あまり、長くなりすぎないように頑張ります!






ヒラヒラヒラヒラ・・・・・




蝶が、とんでいる。




この猛吹雪の中で、何の抵抗も衝撃も受けることがなく、フワフワと空中を自由に舞いながら、その蝶はどこかへと向かっていく。


純白の世界の中で、銀色に光るその蝶よ姿は神秘的であり、異質でもあり、そしてどこまでも美しかったーーーーーーーーー。






あの後、ボルケーノのまたしても筋肉をモリモリ!!からの魔法で、炎の壁が左右に並ぶファイヤーロードを作ると、その先にあった洞窟に私達は移動していた。




ちなみに、あの筋肉モリモリ儀式は毎回必要なんだろうか?


そして、その度にレオが大興奮で騒いでいるのもセットだ。




洞窟の中で、私達は持ってきていた朝ごはんを食べている。


真ん中には焚き火。

ちっとも寒くはないし暗さもボルケーノが辺りを照らしてくれてるから、何も問題はないのだが、そこはなんとなく雰囲気で。


すいません!

私がやりたかっただけです。




まぁ、ご飯といってもおにぎりとサンドイッチくらいだが。


今日のおにぎりは、新鮮なハムとレタスとトマトとキュウリのオーソドックスなサンドイッチ。

おにぎりは、ソーセージを中に入れた、ケチャップライスに薄く焼いた卵で包んだオムライス風。


今度手軽に食べられるオムライスとして、店でお土産用に売り出す予定のものだ。


まぁ、コン○ニにあったおにぎりをのアイデアを、私がパクっただけなんですが。


だってこれ、冷えててもおいしいんだよね♪




「・・・ねぇ、ボルケーノ」


『なんだ?我が主よ』


「さっき話してたのって、誰のことなの?」




さっきからずっと気になっていたので、やっぱり直接聞いてみることにした。




『そのことか。

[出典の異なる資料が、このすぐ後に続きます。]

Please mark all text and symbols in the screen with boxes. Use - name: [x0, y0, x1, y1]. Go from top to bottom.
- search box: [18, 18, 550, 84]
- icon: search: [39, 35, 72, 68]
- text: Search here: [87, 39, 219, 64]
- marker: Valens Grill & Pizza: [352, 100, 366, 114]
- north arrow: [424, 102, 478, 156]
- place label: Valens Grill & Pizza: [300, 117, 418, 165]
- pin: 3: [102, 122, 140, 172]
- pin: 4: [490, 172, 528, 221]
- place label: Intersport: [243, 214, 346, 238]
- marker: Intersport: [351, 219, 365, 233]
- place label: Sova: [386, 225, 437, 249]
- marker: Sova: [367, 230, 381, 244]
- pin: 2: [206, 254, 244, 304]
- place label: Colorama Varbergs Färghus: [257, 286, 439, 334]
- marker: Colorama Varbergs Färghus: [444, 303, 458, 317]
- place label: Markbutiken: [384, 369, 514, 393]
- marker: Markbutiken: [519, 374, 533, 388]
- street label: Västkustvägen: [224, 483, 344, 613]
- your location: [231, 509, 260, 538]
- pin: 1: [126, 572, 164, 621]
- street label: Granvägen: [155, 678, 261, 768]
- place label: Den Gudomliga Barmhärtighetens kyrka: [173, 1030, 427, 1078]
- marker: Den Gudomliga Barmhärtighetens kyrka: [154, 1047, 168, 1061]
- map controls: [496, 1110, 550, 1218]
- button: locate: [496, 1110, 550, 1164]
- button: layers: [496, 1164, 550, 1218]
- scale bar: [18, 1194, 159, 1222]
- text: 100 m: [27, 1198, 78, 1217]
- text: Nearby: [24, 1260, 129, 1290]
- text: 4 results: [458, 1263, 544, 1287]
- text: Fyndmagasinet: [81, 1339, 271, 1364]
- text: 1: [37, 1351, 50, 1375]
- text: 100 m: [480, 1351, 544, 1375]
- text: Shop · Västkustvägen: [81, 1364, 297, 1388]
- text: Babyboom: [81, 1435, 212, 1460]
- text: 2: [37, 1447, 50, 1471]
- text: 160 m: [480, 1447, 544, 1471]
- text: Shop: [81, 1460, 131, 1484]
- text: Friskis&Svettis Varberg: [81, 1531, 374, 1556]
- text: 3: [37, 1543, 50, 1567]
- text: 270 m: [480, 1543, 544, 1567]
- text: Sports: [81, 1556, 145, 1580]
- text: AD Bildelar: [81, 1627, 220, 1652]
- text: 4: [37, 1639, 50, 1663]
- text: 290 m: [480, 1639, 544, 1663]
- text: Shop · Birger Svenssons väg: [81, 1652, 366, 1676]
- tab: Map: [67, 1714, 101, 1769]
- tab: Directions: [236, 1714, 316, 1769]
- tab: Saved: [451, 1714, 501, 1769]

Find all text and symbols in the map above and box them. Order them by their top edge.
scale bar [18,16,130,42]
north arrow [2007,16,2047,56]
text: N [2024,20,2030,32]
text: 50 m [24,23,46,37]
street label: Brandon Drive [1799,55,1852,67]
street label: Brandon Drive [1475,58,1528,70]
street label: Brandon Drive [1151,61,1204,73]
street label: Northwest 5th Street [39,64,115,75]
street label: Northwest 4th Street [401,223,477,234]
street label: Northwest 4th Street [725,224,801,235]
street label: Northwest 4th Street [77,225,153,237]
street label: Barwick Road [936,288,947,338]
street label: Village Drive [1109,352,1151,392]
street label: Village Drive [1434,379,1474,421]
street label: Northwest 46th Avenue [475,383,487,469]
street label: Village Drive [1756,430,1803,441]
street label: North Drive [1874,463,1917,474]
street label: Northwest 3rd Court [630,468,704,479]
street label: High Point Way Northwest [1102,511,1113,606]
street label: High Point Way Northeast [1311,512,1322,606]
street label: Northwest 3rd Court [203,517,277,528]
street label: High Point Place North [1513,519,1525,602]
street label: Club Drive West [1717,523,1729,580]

おそらく、いやかなりの確率で今回の件には我と同じ神が関わっていると考えて、間違えない』



「えぇーーーー!!マジで?!どんな神さまッ?!」


「ちょっと、レオ!くっついてたら食べづらい!」




またまた目をキラキラさせながら、興奮気味にレオも会話に割り込んでくる。




『魔力の質から見て可能性が高いのは、白い魔女と同じく氷や雪を司る女性の姿をした神だ。だが、あやつは白い魔女を嫌っていたはずなんだが』



話を聞きながら頭の中に浮かぶのは、RPGでよく召喚される、氷の魔法を使う女性?のイメージだ。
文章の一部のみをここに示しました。